A few days later, as if they were in the middle of a conversation, Nick blurted out: “You know, Nate, a woman would do anything to have somebody love her the way Dante loved Beatrice.”
“You’re in a Renaissance mood.” Nathan laughed. “Certainly in the right country for it.”
“Why don’t we get out of this crappy room and go into the garden? You can sketch it. It would be like old times. Me watching you do magic with colored pencils, pen and black ink, pastel chalk, you name it.”
“I don’t know. I’m still having trouble with my vision.”
“Come on. Give it a try. Something to remember this place by.”
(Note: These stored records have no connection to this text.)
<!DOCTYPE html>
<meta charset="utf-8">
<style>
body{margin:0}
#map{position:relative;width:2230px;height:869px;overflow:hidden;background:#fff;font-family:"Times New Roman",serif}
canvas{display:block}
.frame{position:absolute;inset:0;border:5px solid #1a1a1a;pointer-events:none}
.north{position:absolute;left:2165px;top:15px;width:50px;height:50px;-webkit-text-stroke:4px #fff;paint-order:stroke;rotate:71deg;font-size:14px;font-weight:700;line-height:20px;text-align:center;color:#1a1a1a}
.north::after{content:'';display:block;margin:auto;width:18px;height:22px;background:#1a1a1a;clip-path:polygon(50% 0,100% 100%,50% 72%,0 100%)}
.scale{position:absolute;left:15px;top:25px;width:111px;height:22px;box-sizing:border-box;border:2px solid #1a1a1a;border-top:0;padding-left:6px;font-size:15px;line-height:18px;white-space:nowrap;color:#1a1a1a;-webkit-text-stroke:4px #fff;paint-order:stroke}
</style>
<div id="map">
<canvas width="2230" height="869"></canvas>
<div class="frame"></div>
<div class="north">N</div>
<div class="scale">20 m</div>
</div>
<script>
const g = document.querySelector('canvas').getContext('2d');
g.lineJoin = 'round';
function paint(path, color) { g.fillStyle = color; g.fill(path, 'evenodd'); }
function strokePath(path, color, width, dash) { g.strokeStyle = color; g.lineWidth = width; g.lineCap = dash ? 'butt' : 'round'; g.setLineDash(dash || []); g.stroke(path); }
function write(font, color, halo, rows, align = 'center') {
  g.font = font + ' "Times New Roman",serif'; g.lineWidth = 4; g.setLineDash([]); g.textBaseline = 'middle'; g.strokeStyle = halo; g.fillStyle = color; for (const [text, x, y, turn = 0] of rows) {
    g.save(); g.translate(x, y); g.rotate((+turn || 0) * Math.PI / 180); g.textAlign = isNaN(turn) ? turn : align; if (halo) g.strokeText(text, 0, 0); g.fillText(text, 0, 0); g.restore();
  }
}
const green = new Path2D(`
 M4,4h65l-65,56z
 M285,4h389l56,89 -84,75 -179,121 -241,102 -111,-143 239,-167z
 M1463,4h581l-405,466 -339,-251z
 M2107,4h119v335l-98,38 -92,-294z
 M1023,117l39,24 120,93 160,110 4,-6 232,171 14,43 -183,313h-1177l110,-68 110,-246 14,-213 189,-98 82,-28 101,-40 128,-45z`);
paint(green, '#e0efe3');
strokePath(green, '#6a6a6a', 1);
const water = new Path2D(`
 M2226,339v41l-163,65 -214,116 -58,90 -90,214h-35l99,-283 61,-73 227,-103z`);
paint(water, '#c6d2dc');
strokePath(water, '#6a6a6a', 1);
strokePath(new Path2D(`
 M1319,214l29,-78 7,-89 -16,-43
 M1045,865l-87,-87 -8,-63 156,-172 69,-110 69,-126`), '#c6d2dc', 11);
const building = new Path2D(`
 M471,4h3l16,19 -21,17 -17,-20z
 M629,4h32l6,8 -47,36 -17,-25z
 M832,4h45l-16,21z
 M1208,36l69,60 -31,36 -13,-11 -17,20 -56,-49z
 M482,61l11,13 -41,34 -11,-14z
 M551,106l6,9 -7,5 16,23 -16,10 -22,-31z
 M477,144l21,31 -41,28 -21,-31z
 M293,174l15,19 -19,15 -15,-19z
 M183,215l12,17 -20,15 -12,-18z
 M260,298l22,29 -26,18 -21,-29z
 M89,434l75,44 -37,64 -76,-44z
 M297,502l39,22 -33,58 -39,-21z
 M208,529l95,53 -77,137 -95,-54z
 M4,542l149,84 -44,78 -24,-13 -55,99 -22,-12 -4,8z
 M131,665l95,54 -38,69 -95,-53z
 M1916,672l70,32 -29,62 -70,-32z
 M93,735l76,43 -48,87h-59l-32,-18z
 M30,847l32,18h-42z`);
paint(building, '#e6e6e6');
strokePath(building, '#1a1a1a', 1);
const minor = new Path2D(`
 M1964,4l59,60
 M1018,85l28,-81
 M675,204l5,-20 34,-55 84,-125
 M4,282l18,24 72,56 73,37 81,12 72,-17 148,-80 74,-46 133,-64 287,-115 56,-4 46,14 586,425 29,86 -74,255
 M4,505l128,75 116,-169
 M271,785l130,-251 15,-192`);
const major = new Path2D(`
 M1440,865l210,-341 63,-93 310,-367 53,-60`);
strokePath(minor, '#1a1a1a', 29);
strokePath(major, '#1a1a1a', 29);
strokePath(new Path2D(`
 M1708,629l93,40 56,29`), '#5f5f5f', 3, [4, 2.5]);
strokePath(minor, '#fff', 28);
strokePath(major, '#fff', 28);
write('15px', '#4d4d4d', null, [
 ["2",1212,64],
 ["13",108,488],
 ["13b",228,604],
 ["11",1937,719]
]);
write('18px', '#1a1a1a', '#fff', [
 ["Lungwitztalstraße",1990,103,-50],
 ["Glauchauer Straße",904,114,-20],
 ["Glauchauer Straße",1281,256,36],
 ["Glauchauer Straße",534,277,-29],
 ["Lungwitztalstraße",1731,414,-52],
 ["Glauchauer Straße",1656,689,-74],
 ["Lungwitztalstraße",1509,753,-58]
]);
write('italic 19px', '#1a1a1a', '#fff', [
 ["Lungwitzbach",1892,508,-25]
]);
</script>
Since their condition showed signs of improvement, they were allowed to sit outside in the garden on a regular basis. One day before dusk, the light was perfect for Nathan to exhibit his chiaroscuro techniques. Nick still felt anger inside when he thought about the loss of Paul and Al, and then more gloom, when he thought about his first love, Deborah, as he muddled along in a hospital garden.
“ Minchia .”
Nathan looked up. “What did you say?”
“Nothing, Nate. Just finish what you’re doing.”
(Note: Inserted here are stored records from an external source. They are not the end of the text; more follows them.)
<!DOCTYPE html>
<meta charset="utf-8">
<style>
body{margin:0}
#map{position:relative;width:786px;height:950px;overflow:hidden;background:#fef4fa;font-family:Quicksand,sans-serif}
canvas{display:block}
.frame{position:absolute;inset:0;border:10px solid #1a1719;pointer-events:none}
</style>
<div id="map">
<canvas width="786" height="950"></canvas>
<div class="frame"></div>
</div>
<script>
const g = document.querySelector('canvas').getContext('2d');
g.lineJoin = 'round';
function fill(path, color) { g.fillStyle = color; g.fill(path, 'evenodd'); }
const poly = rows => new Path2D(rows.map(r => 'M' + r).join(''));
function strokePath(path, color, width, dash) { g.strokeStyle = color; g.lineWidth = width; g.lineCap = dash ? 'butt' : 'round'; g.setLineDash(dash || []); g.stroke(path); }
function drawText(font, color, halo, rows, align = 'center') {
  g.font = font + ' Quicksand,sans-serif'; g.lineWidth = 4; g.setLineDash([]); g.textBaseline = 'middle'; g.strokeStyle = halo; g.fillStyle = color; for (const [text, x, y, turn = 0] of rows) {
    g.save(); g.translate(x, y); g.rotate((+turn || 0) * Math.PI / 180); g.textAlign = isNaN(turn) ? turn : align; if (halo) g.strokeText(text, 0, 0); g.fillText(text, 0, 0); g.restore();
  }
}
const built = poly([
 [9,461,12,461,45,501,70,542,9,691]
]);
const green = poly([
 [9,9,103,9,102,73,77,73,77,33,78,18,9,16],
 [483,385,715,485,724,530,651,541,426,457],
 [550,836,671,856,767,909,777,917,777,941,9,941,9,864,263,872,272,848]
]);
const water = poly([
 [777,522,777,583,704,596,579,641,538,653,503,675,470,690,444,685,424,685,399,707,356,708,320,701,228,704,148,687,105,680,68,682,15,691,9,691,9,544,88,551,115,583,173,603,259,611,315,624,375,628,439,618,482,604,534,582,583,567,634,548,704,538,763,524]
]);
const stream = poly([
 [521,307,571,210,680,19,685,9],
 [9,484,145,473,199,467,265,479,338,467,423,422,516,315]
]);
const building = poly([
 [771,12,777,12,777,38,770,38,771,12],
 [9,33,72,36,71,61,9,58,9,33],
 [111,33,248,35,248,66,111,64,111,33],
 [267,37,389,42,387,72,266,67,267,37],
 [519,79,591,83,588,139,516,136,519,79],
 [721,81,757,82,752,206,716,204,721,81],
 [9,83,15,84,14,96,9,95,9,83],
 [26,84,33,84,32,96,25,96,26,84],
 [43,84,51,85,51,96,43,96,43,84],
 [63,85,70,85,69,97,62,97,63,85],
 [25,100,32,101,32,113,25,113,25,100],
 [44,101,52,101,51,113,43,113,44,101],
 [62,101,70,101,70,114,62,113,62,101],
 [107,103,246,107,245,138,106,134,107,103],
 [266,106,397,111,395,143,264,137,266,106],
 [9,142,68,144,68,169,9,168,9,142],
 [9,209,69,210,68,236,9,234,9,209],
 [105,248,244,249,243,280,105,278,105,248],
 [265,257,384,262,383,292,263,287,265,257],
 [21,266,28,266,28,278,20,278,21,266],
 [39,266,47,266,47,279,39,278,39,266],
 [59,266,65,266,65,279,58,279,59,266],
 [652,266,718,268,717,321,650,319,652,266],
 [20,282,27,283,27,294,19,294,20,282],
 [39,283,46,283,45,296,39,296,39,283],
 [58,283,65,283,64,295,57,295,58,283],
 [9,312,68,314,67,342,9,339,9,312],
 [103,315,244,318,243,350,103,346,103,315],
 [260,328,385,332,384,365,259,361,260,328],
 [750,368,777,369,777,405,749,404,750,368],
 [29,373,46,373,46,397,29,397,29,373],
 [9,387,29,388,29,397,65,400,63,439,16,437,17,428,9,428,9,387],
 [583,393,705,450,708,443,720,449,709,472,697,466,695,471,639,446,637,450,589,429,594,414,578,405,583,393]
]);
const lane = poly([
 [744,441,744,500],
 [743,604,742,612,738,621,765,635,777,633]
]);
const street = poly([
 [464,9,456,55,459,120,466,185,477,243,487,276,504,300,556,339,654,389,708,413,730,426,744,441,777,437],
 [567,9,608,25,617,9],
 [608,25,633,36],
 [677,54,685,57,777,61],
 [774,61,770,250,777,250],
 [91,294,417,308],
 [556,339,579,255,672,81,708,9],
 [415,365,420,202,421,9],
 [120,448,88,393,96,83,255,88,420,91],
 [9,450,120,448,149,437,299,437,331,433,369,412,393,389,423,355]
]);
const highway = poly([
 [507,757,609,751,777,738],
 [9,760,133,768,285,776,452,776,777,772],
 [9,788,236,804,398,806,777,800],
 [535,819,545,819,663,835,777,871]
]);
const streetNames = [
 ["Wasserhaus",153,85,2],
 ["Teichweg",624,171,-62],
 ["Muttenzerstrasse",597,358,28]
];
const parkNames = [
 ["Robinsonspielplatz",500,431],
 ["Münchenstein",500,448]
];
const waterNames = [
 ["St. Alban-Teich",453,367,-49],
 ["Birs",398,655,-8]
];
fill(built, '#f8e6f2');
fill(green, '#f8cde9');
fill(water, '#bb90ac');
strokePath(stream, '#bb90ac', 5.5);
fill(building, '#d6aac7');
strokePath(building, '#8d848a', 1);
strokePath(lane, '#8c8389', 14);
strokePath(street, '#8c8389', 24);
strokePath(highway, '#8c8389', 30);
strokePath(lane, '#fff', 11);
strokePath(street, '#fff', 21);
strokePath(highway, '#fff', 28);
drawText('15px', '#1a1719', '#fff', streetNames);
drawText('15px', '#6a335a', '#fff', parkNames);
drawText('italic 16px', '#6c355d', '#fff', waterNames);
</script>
When Nathan completed the drawing with several crumbled attempts on the ground, he showed it to Nick. “What do you think?”
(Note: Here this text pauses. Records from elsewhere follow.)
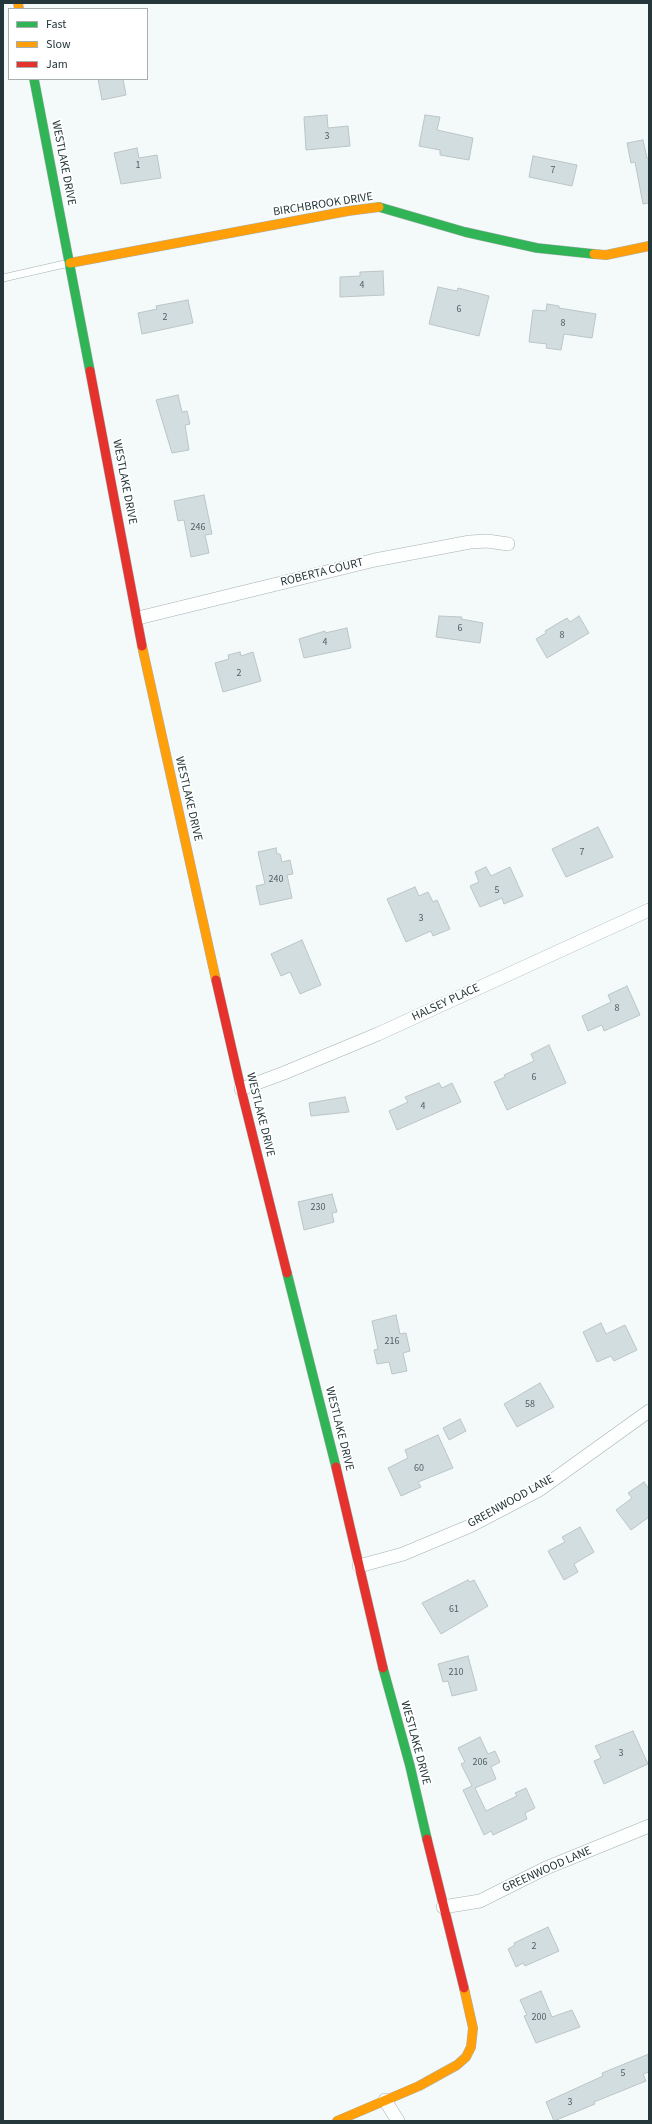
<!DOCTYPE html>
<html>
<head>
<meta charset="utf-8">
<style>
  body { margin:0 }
  #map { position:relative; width:652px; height:2124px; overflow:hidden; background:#f4f9f9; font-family:"Source Sans 3",sans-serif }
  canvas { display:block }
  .frame { position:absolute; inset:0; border:4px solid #25373a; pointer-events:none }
  .legend { position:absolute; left:8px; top:8px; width:140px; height:72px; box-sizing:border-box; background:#fff; border:1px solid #a8afb0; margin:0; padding:5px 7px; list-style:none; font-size:12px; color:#25373a }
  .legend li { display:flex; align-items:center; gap:8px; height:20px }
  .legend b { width:20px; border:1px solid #a8afb0 }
</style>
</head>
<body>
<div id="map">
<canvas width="652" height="2124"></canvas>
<div class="frame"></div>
<ul class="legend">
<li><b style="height:5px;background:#30b455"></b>Fast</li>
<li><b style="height:5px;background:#ff9f0a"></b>Slow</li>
<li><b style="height:5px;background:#e5322d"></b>Jam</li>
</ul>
</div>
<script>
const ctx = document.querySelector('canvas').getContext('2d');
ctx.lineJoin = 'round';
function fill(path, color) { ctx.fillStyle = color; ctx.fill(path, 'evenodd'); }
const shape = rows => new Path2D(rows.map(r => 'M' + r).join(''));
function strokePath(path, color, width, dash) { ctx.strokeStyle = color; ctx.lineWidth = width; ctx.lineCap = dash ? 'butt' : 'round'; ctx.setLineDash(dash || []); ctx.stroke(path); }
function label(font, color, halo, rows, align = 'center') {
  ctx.font = font + ' "Source Sans 3",sans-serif'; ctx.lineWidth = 3.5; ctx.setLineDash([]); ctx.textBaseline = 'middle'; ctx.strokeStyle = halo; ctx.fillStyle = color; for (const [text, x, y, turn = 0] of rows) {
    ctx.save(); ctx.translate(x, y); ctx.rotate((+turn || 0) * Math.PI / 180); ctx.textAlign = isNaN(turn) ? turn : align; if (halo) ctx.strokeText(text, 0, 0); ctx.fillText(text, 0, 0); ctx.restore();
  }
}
const building = shape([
  [98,79,123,79,126,95,102,100,98,79],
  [327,115,328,128,348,126,350,146,306,150,304,117,327,115],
  [425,115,440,117,437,130,473,138,469,160,440,155,440,150,419,146,425,115],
  [643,140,647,158,649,158,649,203,643,204,635,162,631,163,627,143,643,140],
  [137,148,139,158,157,155,161,178,121,184,114,153,137,148],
  [533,156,577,165,572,186,529,177,533,156],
  [383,271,384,295,340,297,340,277,360,276,360,272,383,271],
  [438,287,457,291,458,288,489,296,479,336,429,324,438,287],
  [188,300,193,323,142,334,138,313,157,309,156,306,188,300],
  [547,304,559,306,559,308,596,314,592,338,564,334,561,350,546,348,547,344,529,342,533,310,546,311,547,304],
  [178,395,182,412,187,411,190,424,185,425,189,450,172,453,156,400,178,395],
  [204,495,212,534,205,535,209,553,191,557,184,520,178,521,174,501,204,495],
  [439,616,462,617,461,619,483,623,480,643,436,637,439,616],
  [579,616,589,633,547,658,536,639,546,633,545,631,567,618,570,622,579,616],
  [347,628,351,648,304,658,299,639,325,631,325,633,347,628],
  [240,652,241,656,253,652,261,681,223,692,215,663,229,659,228,655,240,652],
  [598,827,613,857,566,877,552,849,598,827],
  [276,848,277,854,280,854,282,862,290,860,293,874,287,875,292,898,260,905,256,886,265,884,258,852,276,848],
  [486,867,491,876,510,867,523,896,504,904,502,898,480,907,470,886,479,882,475,872,486,867],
  [415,887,419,896,428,892,433,902,437,900,450,929,433,936,431,931,406,942,387,899,415,887],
  [302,940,321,985,300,994,290,972,281,976,271,954,302,940],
  [627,986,640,1015,604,1031,602,1025,588,1031,582,1016,611,1002,608,995,627,986],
  [549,1045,566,1083,507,1110,494,1082,505,1077,504,1075,534,1061,531,1054,549,1045],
  [439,1083,442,1088,452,1083,461,1102,397,1130,389,1111,408,1102,405,1097,439,1083],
  [345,1097,349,1112,311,1116,309,1103,345,1097],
  [332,1194,337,1212,332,1213,334,1222,304,1230,298,1202,332,1194],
  [396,1315,400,1334,406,1333,410,1351,403,1353,407,1371,392,1374,389,1362,377,1364,374,1350,378,1349,372,1321,396,1315],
  [601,1323,606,1334,625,1325,637,1350,614,1361,611,1356,597,1362,583,1332,601,1323],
  [540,1383,554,1407,517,1427,504,1404,540,1383],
  [460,1419,466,1431,449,1440,443,1428,460,1419],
  [438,1435,453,1468,418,1482,421,1487,401,1496,388,1468,408,1458,405,1450,438,1435],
  [644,1482,649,1489,649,1517,631,1530,616,1510,632,1498,628,1493,644,1482],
  [580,1527,594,1552,574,1564,578,1572,564,1580,548,1551,565,1542,562,1537,580,1527],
  [468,1580,470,1582,474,1580,488,1606,441,1634,422,1603,468,1580],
  [468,1656,477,1690,452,1696,448,1681,443,1682,438,1664,468,1656],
  [633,1731,648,1764,604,1784,594,1761,601,1758,595,1746,633,1731],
  [480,1737,488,1754,495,1751,500,1762,491,1767,496,1779,475,1788,486,1811,517,1796,515,1793,526,1788,535,1808,525,1813,527,1819,493,1835,491,1831,484,1835,463,1790,472,1786,461,1764,465,1762,458,1748,480,1737],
  [548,1927,559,1951,525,1966,523,1963,516,1967,508,1949,515,1945,514,1943,548,1927],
  [541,1991,552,2017,572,2010,580,2027,536,2043,524,2016,527,2015,520,2000,541,1991],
  [649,2054,649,2072,643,2074,646,2081,594,2102,595,2104,554,2121,546,2102,603,2076,602,2073,649,2054]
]);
fill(building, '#d2dddf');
strokePath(building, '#bbc5c7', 1);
const lane = shape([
  [3,278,69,263]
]);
const street = shape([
  [138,618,375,560,470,542,487,541,508,544],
  [241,1089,284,1073,378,1034,649,910],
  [359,1566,403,1554,470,1526,539,1490,649,1411],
  [443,1907,480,1901,546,1868,649,1826],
  [385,2100,398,2121]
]);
const fast = shape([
  [34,79,90,371],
  [379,207,465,232,537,248,594,254],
  [287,1273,336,1467],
  [383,1668,410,1766,427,1839]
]);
const slow = shape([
  [18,3,19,9],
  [594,254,606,255,649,246],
  [70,263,348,211,379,207],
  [142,646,216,980],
  [337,2121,419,2086,457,2065,466,2057,471,2047,473,2028,464,1988]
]);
const jam = shape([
  [90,371,142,646],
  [216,980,241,1089,287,1273],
  [336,1467,383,1668],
  [427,1839,464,1988]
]);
strokePath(lane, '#a6b1b3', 8);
strokePath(street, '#a6b1b3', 14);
strokePath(fast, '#a6b1b3', 10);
strokePath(slow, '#a6b1b3', 10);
strokePath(jam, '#a6b1b3', 10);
strokePath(lane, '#fdfefe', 7);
strokePath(street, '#fdfefe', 13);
strokePath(fast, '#30b455', 9);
strokePath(slow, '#ff9f0a', 9);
strokePath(jam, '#e5322d', 9);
label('10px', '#506063', null, [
  ["3",327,137],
  ["1",138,166],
  ["7",553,171],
  ["4",362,286],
  ["6",459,310],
  ["2",165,318],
  ["8",563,324],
  ["246",198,528],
  ["6",460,629],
  ["8",562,636],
  ["4",325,643],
  ["2",239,674],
  ["7",582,853],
  ["240",276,880],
  ["5",497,891],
  ["3",421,919],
  ["8",617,1009],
  ["6",534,1078],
  ["4",423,1107],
  ["230",318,1208],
  ["216",392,1342],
  ["58",530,1405],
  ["60",419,1469],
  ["61",454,1610],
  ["210",456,1673],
  ["3",621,1754],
  ["206",480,1763],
  ["2",534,1947],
  ["200",539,2018],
  ["5",623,2074],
  ["3",570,2103]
]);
label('12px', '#25373a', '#fff', [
  ["WESTLAKE DRIVE",63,163,79],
  ["BIRCHBROOK DRIVE",323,205,-9],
  ["WESTLAKE DRIVE",124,482,79],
  ["ROBERTA COURT",322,573,-14],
  ["WESTLAKE DRIVE",188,799,77],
  ["HALSEY PLACE",446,1003,-25],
  ["WESTLAKE DRIVE",260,1115,76],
  ["WESTLAKE DRIVE",339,1429,76],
  ["GREENWOOD LANE",511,1502,-29],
  ["WESTLAKE DRIVE",415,1743,75],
  ["GREENWOOD LANE",547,1870,-24]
]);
</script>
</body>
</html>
“Turn it into an oil painting.”
“Guess you like it.”
“Why don’t you get some supper without me? I want to stay here for a while and watch the sunset.”
“Sure, buddy.”
Nick struggled with a cane over to the fountain. He sat on the edge and ran his hand through the scant water, barely creating a ripple. He glimpsed at the North Star blinking, the rest of the sky empty. He heard a nightingale sing in a trance-like pattern from a hidden spot. His mood muted the bird’s song and he was unable to stop the sadness from creeping its way back into his thoughts. Nick remembered last drinking wine with Paul that tasted of raspberries and spice, so far away, Zia Concetta smothering him with kisses and Ziu Francesco telling tales of the old country at family parties, very far away, Mamma and Papà and the magnetic field of family charges, enduring but also invisible, now so far away, playing baseball with Paul on the grass in Lincoln Park or a story of Al playing catch with his brother in Roseto, so very far away, yet still closer in his thoughts, holding Deborah close to him in the San Francisco Botanical Garden, framed by pink azaleas, conjuring up a shower of cream-colored, magnolia petals floating around them—the magnolia part never really happening to Nick, but that’s how he wanted to remember it now, like a remembrance of lyrics or melody of a favorite song of his and connecting it to her countenance. Nick wished that he could somehow write an exquisite love sonnet like Dante, for a brief time to have the fire of the poet’s words, so he could let all the pain drain out of his head, but he didn’t have it in him, not like Nathan anyway, instinctively a painter, Nathan more like a brother than a friend, a cliché that Nick recognized and in verità, Nathan was even better than any real or imagined brother. All he could do now was struggle to move along, putting pressure on the cane to ease the pain in his leg, glaring at the fading sun, not a inamorata or a sparkling star in sight, the North Star already gone and even the damn bird speechless.